1. For every two points A, B there exists a line a that contains each of the points A, B.

2. For every two points A, B there exists no more than one line that contains each of the points A, B.

3. There exist at least two points on a line. There exist at least three points that do not lie on a line.

4. For any three points A, B, C that do not lie on the same line there exists a plane alpha that contains each of the points A, B, C. For every plane there exists a point which it contains.

5. For any three points A, B, C that do not lie on one and the same line there exists no more than one plane that contains each of the three points A, B, C.

6. If two points A, B of a line a lie in a plane alpha then every point of a lies in the plane alpha.

7. If two planes alpha, beta have a point A in common then they have at least one more point B in common.

8. There exist at least four points which do not lie in a plane.

Axioms of order:

1. If a point B lies between a point A and a point C then the points A, B, C are three distinct points of a line, and B then also lies between C and A.

2. For two points A and C, there always exists at least one point B on the line AC such that C lies between A and B.

3. Of any three points on a line there exists no more than one that lies between the other two.

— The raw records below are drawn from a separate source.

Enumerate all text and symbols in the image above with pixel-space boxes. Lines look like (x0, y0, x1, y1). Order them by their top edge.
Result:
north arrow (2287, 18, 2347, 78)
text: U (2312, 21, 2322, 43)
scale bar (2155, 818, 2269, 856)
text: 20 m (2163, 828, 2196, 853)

4. Let A, B, C be three points that do not lie on a line and let a be a line in the plane ABC which does not meet any of the points A, B, C. If the line a passes through a point of the segment AB, it also passes through a point of the segment AC, or through a point of the segment BC.

Axioms of congruence:

1. If A, B are two points on a line a, and A' is a point on the same or on another line a' then it is always possible to find a point B' on a given side of the line a' through A' such that the segment AB is congruent or equal to the segment A'B'.

2. If a segment A'B' and a segment A''B'', are congruent to the same segment AB, then the segment A'B' is also congruent to the segment A''B'', or briefly, if two segments are congruent to a third one they are congruent to each other.

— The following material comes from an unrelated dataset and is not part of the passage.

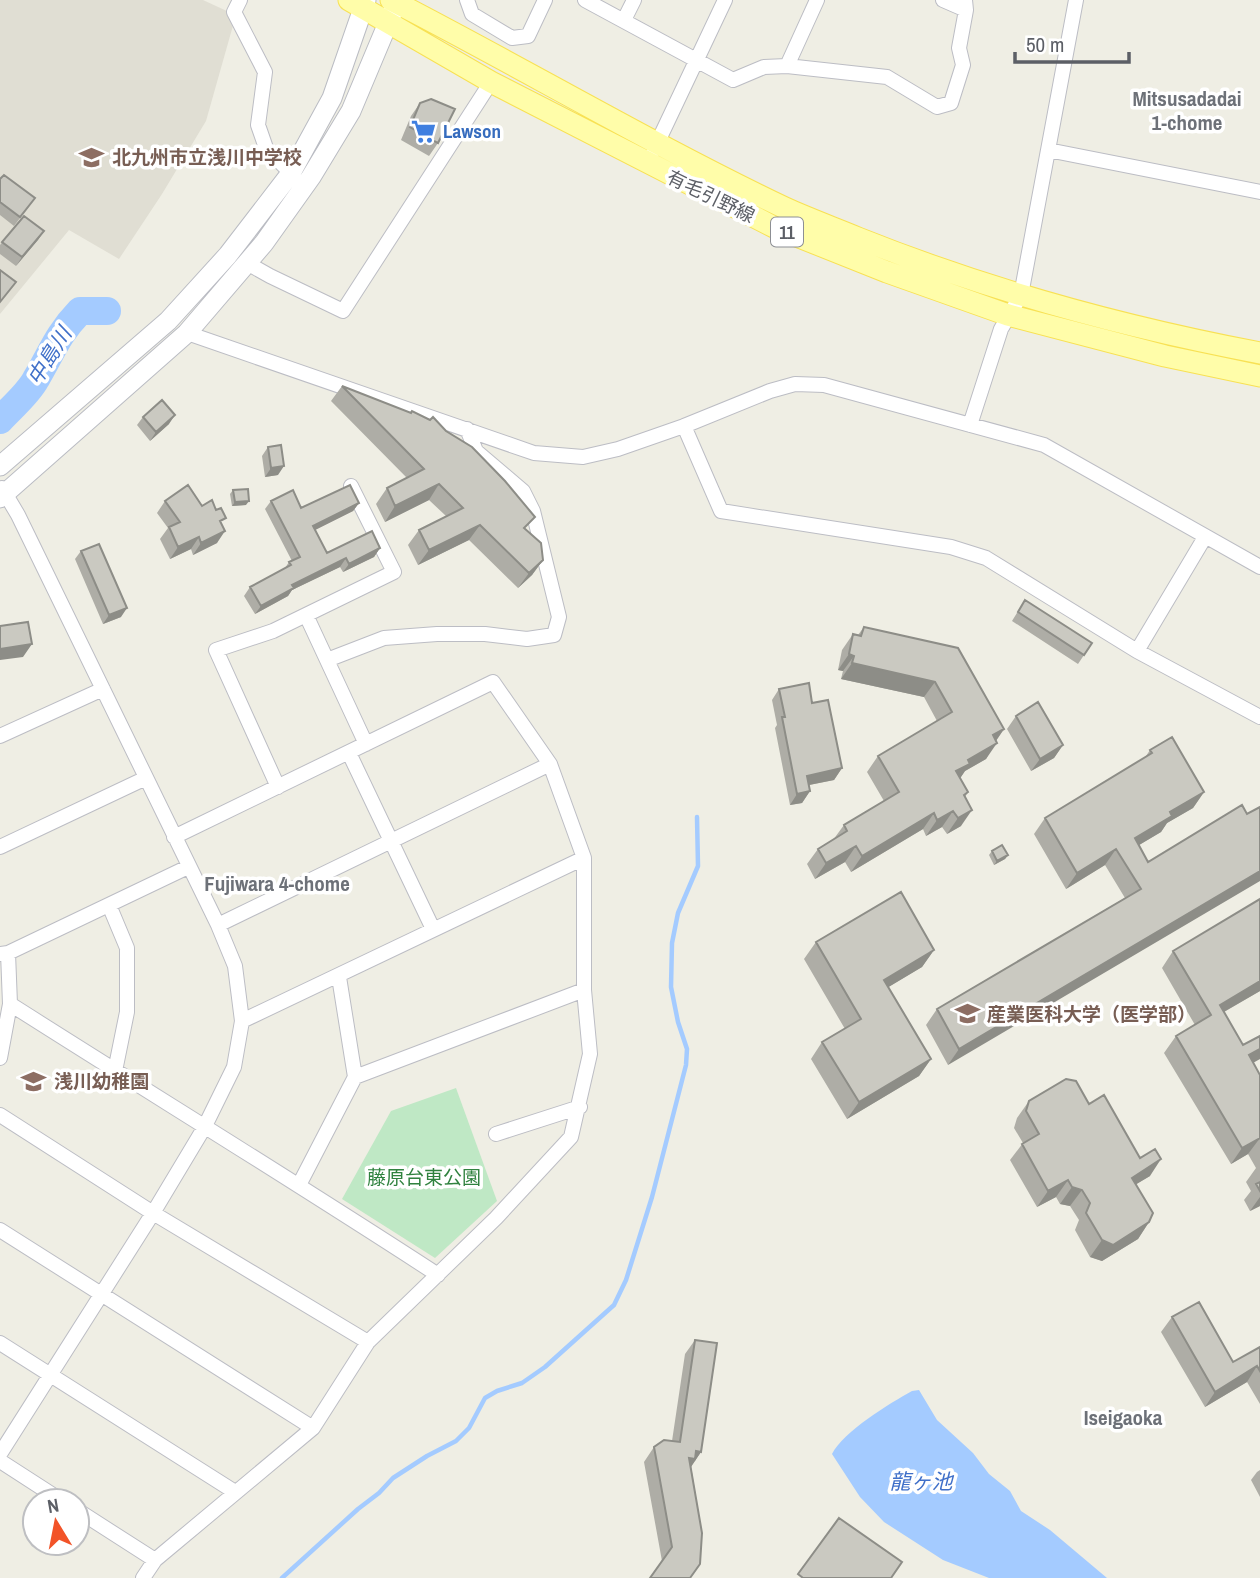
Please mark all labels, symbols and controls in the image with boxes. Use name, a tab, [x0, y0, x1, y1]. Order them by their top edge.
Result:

3. On the line a let AB and BC be two segments which except for B have no point in common. Furthermore, on the same or on another line a' let A'B' and B'C' be two segments which except for B' also have no point in common. In that case, if AB is congruent to A'B' and BC is congruent to B'C', then AC is congruent to A'C'.

4. Let theta be an angle in the plane alpha given by the rays h and k and a' a line in a plane alpha' and let a definite side of a' in alpha' be given. Let h' be a ray on the line a' that emanates from the point O'. Then there exists in the plane alpha' one and only one ray k' such that the angle that is congruent or equal to the angle theta' given by the rays h' and k' and at the same time all interior points of the angle theta' lie on the given side of a'. Every angle is congruent to itself, i.e., theta (is congruent to) theta is always true.

5. If for two triangles ABC and A'B'C' the congruences AB (is congruent to) A'B', AC (is congruent to) A'C', (the angle) BAC (is congruent to) (the angle) B'A'C', then the congruence (the angle) ABC (is congruent to) (the angle) A'B'C' is also satisfied.

Axiom of parallels:

1. Let a be any line and A a point not on it. Then there is at most one line in the plane, determined by a and A, that passes through A and does not intersect a.

Axioms of continuity:

1. If AB and CD are any segments then there exists a number n such that n segments BC constructed contiguously from A, along the ray from A through B, will pass beyond the point B.

2. An extension of a set of points on a line with its order and congruence relations that would preserve the relations existing among the original elements as well as the fundamental properties of line order and congruence that follows from all the previous axioms but the axiom of parallels is impossible.